Dictionaries, by definition, must tend not to enumerate too many philosophical distinctions of their entries. It is enough for many lexicographers familiar with the philosophical debates on theistic omnipotence to enumerate only the most general sense of its usage, since the natural initial notion of omnipotence has none of the details of particular opinions as to what the notion implies. A fair percentage of the cummulative population of Anglo-saxon nations subscribe to the opinion that the term 'all' in the definition of the theistic sense of omnipotence cannot sensibly include what, in general contexts, is viewed by virtually all Anglo-saxons as nonsense. — Preceding unsigned comment added by PatternOfPersona (talkcontribs) 10:58, 20 April 2011 (UTC)

Omnipotence's existence as a force is impossible. Omnipotence causes paradoxes like such in the aforementioned rock example*. As we all hopefully possess the knowledge of -- paradoxes *cannot and will not* exist in our universe.

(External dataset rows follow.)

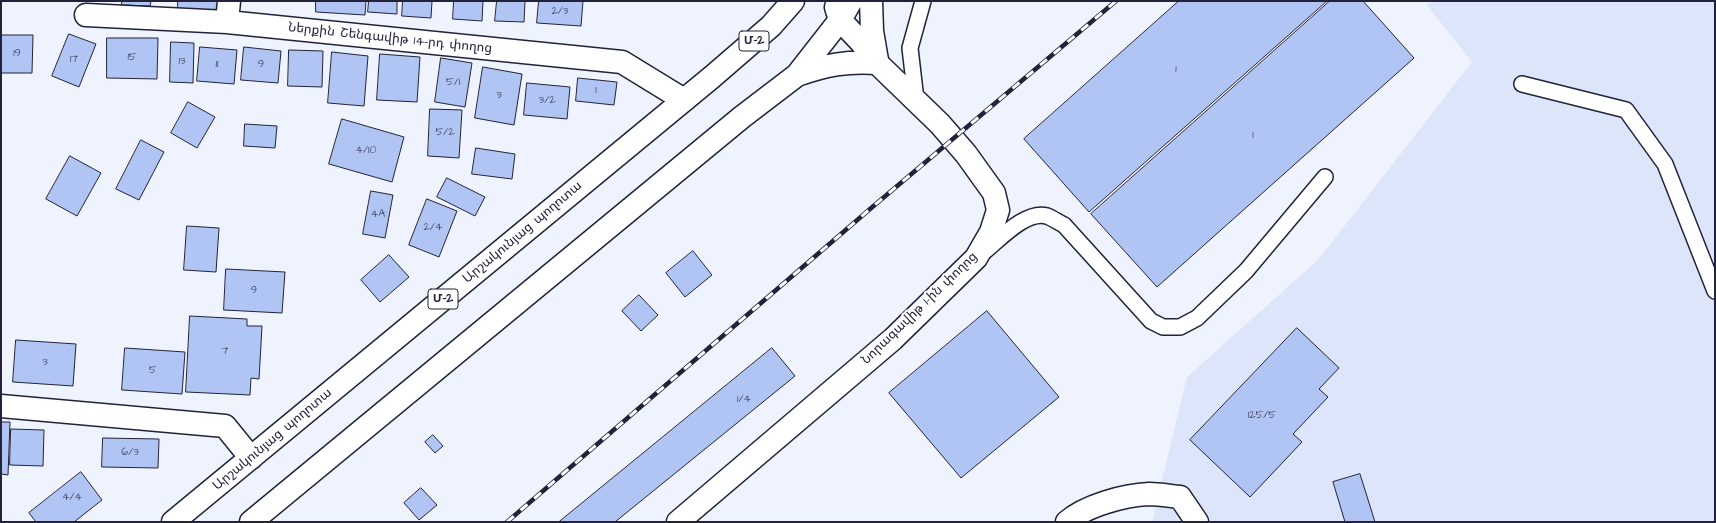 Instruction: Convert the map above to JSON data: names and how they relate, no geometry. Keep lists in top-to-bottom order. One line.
{"streets":{"main road":["Ներքին Շենգավիթ 14-րդ փողոց","Մ-2","Արշակունյաց պողոտա","Նորագավիթ 1-ին փողոց"]},"crossings":[["Ներքին Շենգավիթ 14-րդ փողոց","Արշակունյաց պողոտա"]],"house_numbers":["2/3","19","15","17","13","11","9","1","5/1","1","3","3/2","5/2","1","4/10","4A","2/4","9","7","3","5","1/4","125/5","6/3","4/4"]} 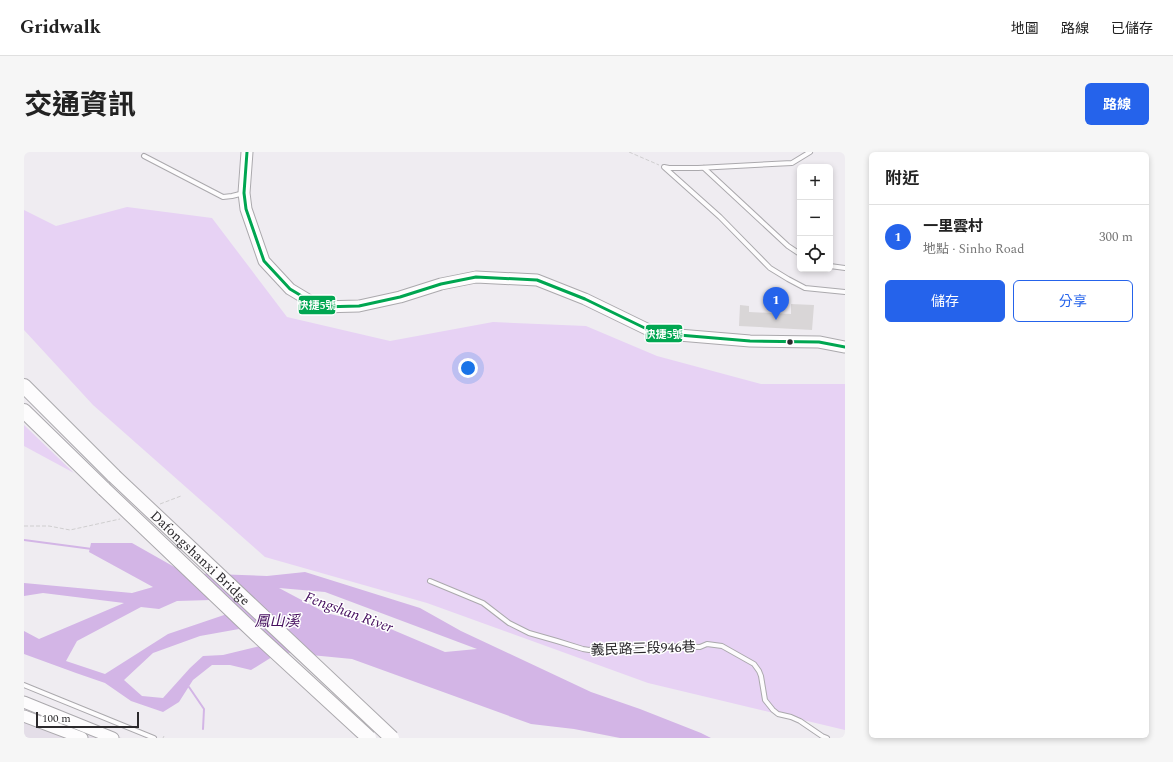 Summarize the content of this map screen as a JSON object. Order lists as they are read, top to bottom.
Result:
{
  "streets": {
    "highway": ["Dafongshanxi Bridge"],
    "lane": ["義民路三段946巷"]
  },
  "water": ["Fengshan River", "鳳山溪"],
  "lines": ["transit line 快捷5號"],
  "scale_bar": "100 m",
  "page": {
    "header": "Gridwalk",
    "nav": ["地圖", "路線", "已儲存"],
    "title": "交通資訊",
    "buttons": [
      "路線",
      ["儲存", "分享"]
    ],
    "heading": "附近",
    "map_buttons": ["+", "−"],
    "list": [
      {
        "mark": "1",
        "name": "一里雲村",
        "note": "地點 · Sinho Road",
        "value": "300 m"
      }
    ],
    "pins": "1",
    "scale": "100 m"
  }
} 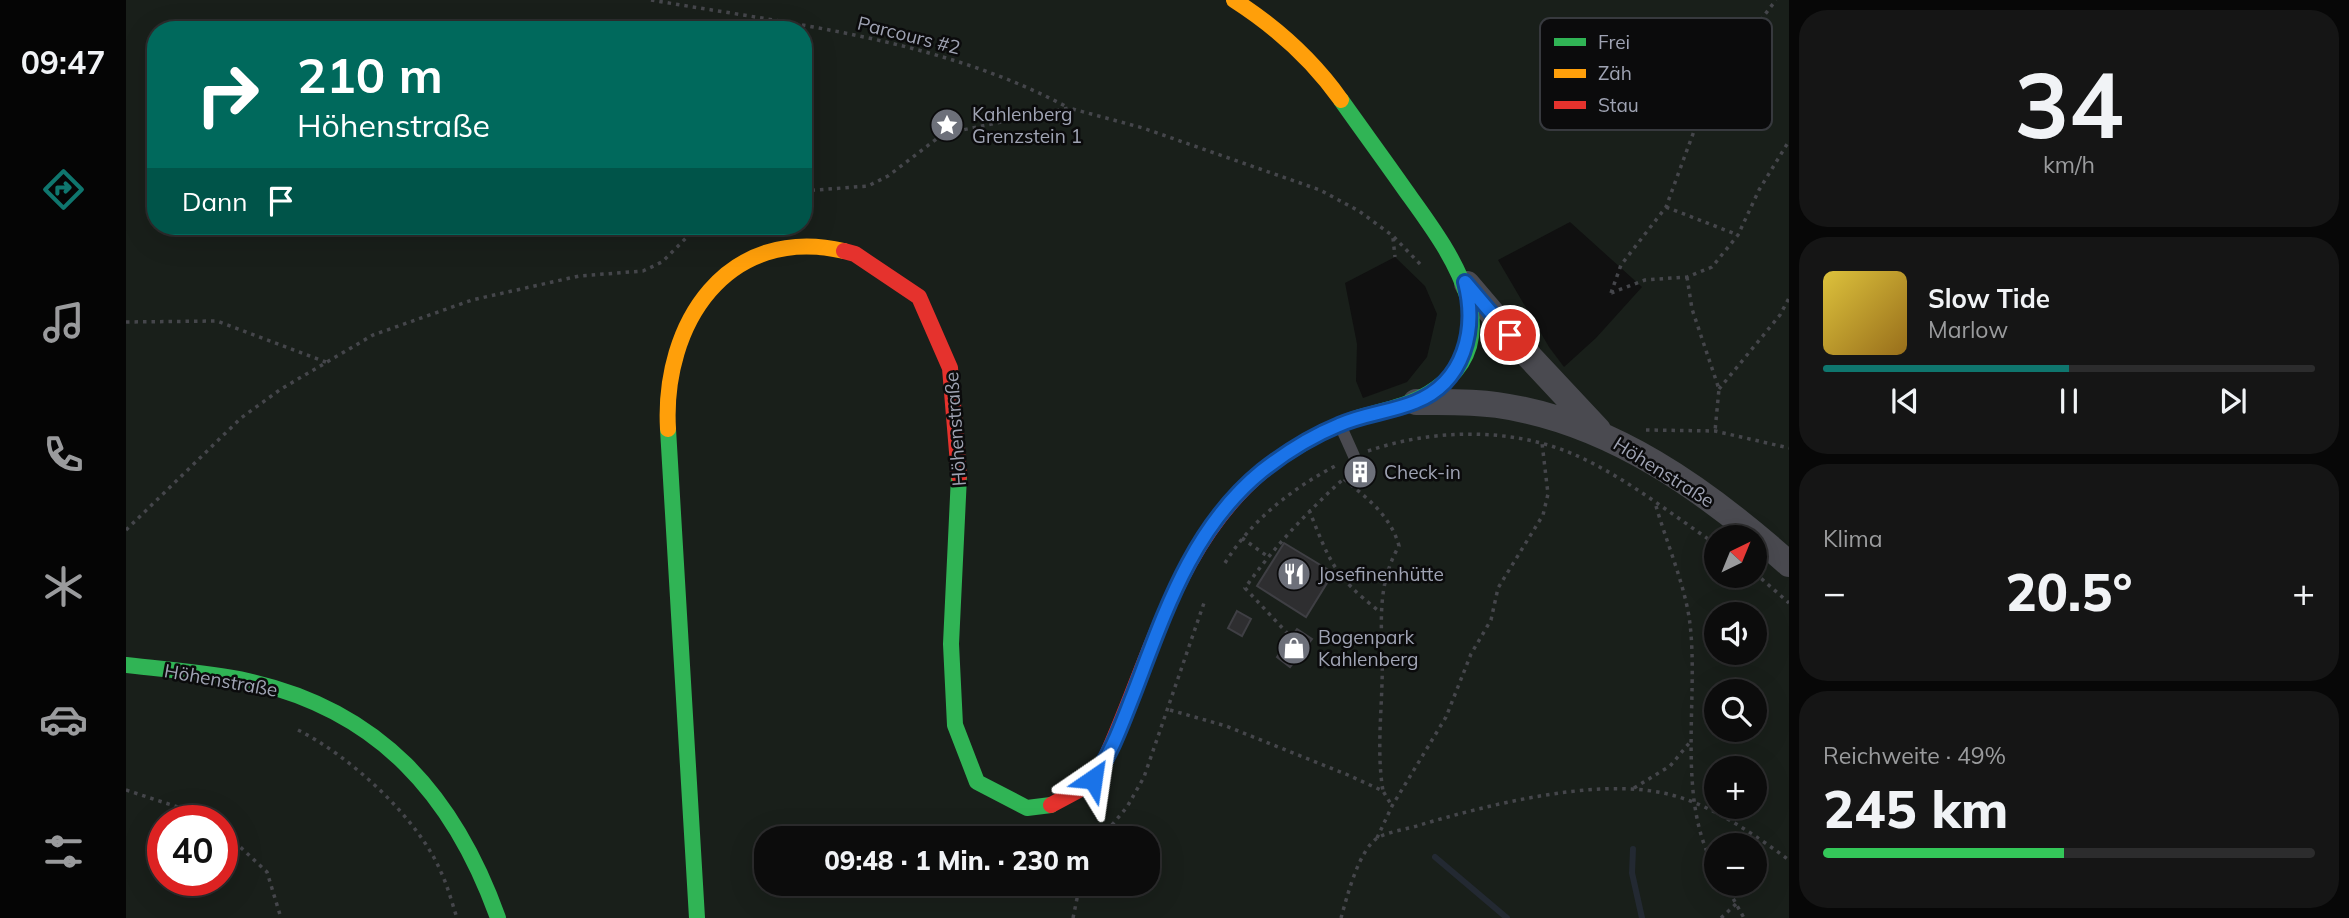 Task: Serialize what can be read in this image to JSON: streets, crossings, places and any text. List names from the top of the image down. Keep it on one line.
{"streets":{"street":["Höhenstraße"],"path":["Parcours #2"]},"places":{"place":["Kahlenberg Grenzstein 1"],"building":["Check-in"],"restaurant":["Josefinenhütte"],"shop":["Bogenpark Kahlenberg"]},"legend":["Frei","Zäh","Stau"],"north":"top right","page":{"tabs":"09:47","tile":[["34","km/h"],"Klima",["Reichweite · 49%","245 km"]],"turn":["210 m","Höhenstraße"],"then":"Dann","song":["Slow Tide","Marlow"],"map_buttons":["+","−"],"heat":["−","20.5°","+"],"limit":"40","trip":"09:48 · 1 Min. · 230 m"}}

Therefore, omnipotence cannot exist as a force in our universe.

Your argument is as if one is stating, "omnipotence is possible beccause it is defined as absolute power." Absolute power is in itself illogical, as it too is deciphered as power without limitation -- including the previously stated paradoxes -- which we all know cannot exist.

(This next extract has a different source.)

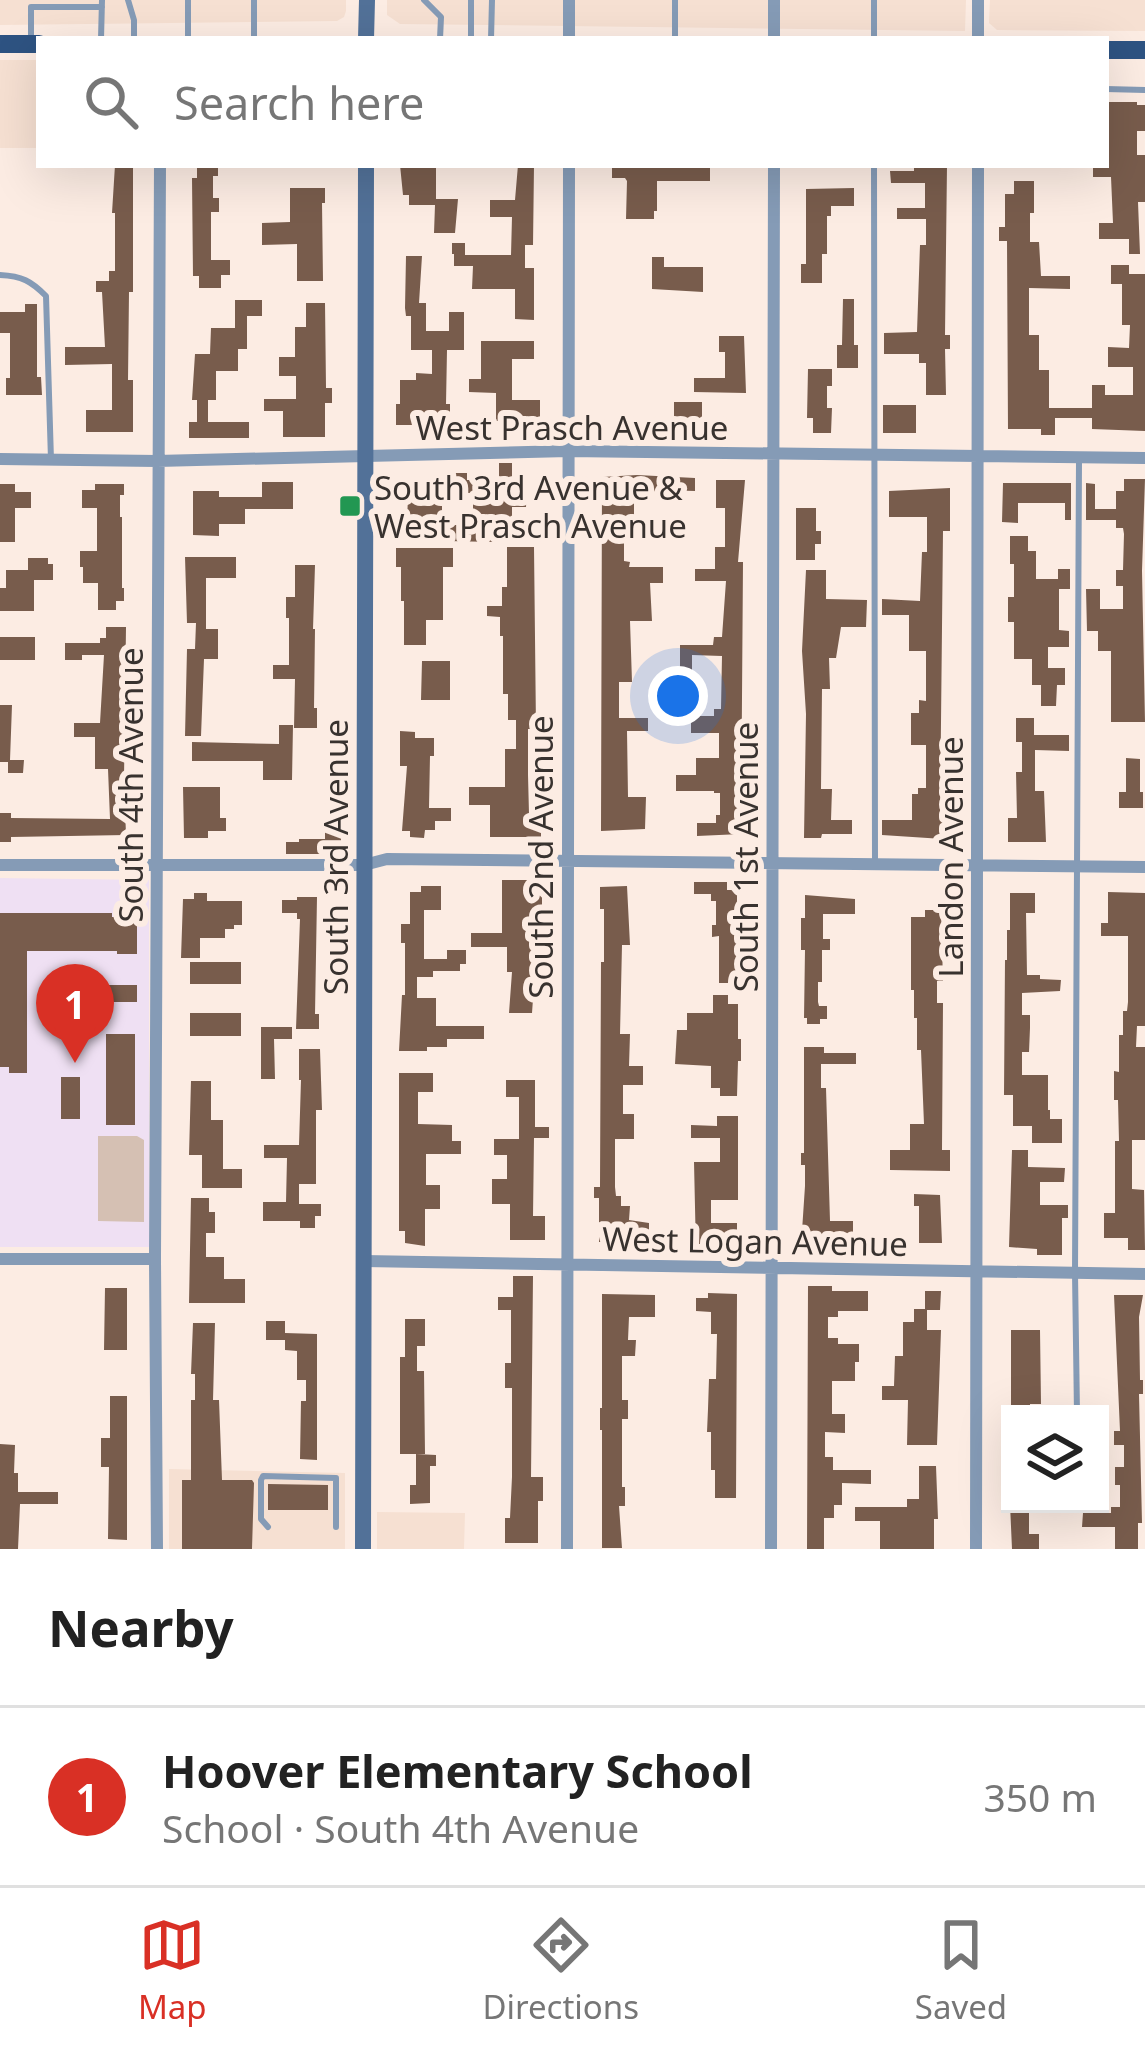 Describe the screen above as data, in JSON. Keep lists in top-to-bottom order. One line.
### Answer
{"streets":{"street":["West Prasch Avenue","South 4th Avenue","South 3rd Avenue","South 2nd Avenue","South 1st Avenue","Landon Avenue","West Logan Avenue"]},"crossings":[["West Prasch Avenue","South 4th Avenue"],["West Prasch Avenue","South 3rd Avenue"],["West Prasch Avenue","South 2nd Avenue"],["West Prasch Avenue","South 1st Avenue"],["West Prasch Avenue","Landon Avenue"],["South 3rd Avenue","West Logan Avenue"],["South 2nd Avenue","West Logan Avenue"],["South 1st Avenue","West Logan Avenue"],["Landon Avenue","West Logan Avenue"]],"places":{"transit":["South 3rd Avenue & West Prasch Avenue"]},"page":{"search":"Search here","pins":"1","heading":"Nearby","list":[{"mark":"1","name":"Hoover Elementary School","note":"School · South 4th Avenue","value":"350 m"}],"nav":["Map","Directions","Saved"]}}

  • If one creates a rock that cannot be lifted, and then lifts it, the rock can be lifted and the individual cannot create a rock that he himself cannot lift. Conversely, if one is able to create a rock that they cannot lift, and remain unable to lift the stated rock, then they are not all powerful. --Pleasedonot5 (talk) 21:12, 10 January 2010 (UTC)

If we begin by defining omnipotence as including the power to do the logically impossible, then we are allowing that this very definition of omnipotence remains consistent with itself in that no task which we may pose for it to accomplish can mean anything to it from its own point of view. In other words, in the face of such ‘absolute’ power, nothing at all can have any necessary qualities to begin with (including power, all-power, impotence, omni-impotence, existence, locality, sequentiality, simultaneity, cause-and-effect, logical hierarchy, quantity, contradiction, the principle of excluded middle, infinity, finitude, ultimacy, ideality, sense, nonsense, greater, lesser, etc.). So, while such a power can, by definition, create a rock that it then cannot lift, every quality of that rock task, including the result that that power is unable to lift the rock, is meaningless to that power. Such a power cannot care about what, from its own point of view, are just so many petty problems, because, for such a power, there already is no such thing as a logical contradiction. If such a power is posited to exist, then, to be consistent with that position, one also must posit that this power is meaningless even to itself (power). In short, if it is to be required that this power create a rock too heavy for it to lift, then that rock’s very quality of being too heavy for it to lift is indistinguishable from any other outcome (cause-and-effect). In shorter, there is no outcome as far as this ‘absolute’ power is concerned (sequentiality). When all this is pushed far enough, it can be seen that this conception of omnipotence dissolves into a Great Big Precisely Nothing. To posit a power that can do the logically impossible is to presuppose that such a power is the ultimate irrationality: some, who have actual rationality, however fallible, have been propping it up as the rationally required conception of omnipotence. —Preceding unsigned comment added by (talk) 11:33, 20 April 2011 (UTC)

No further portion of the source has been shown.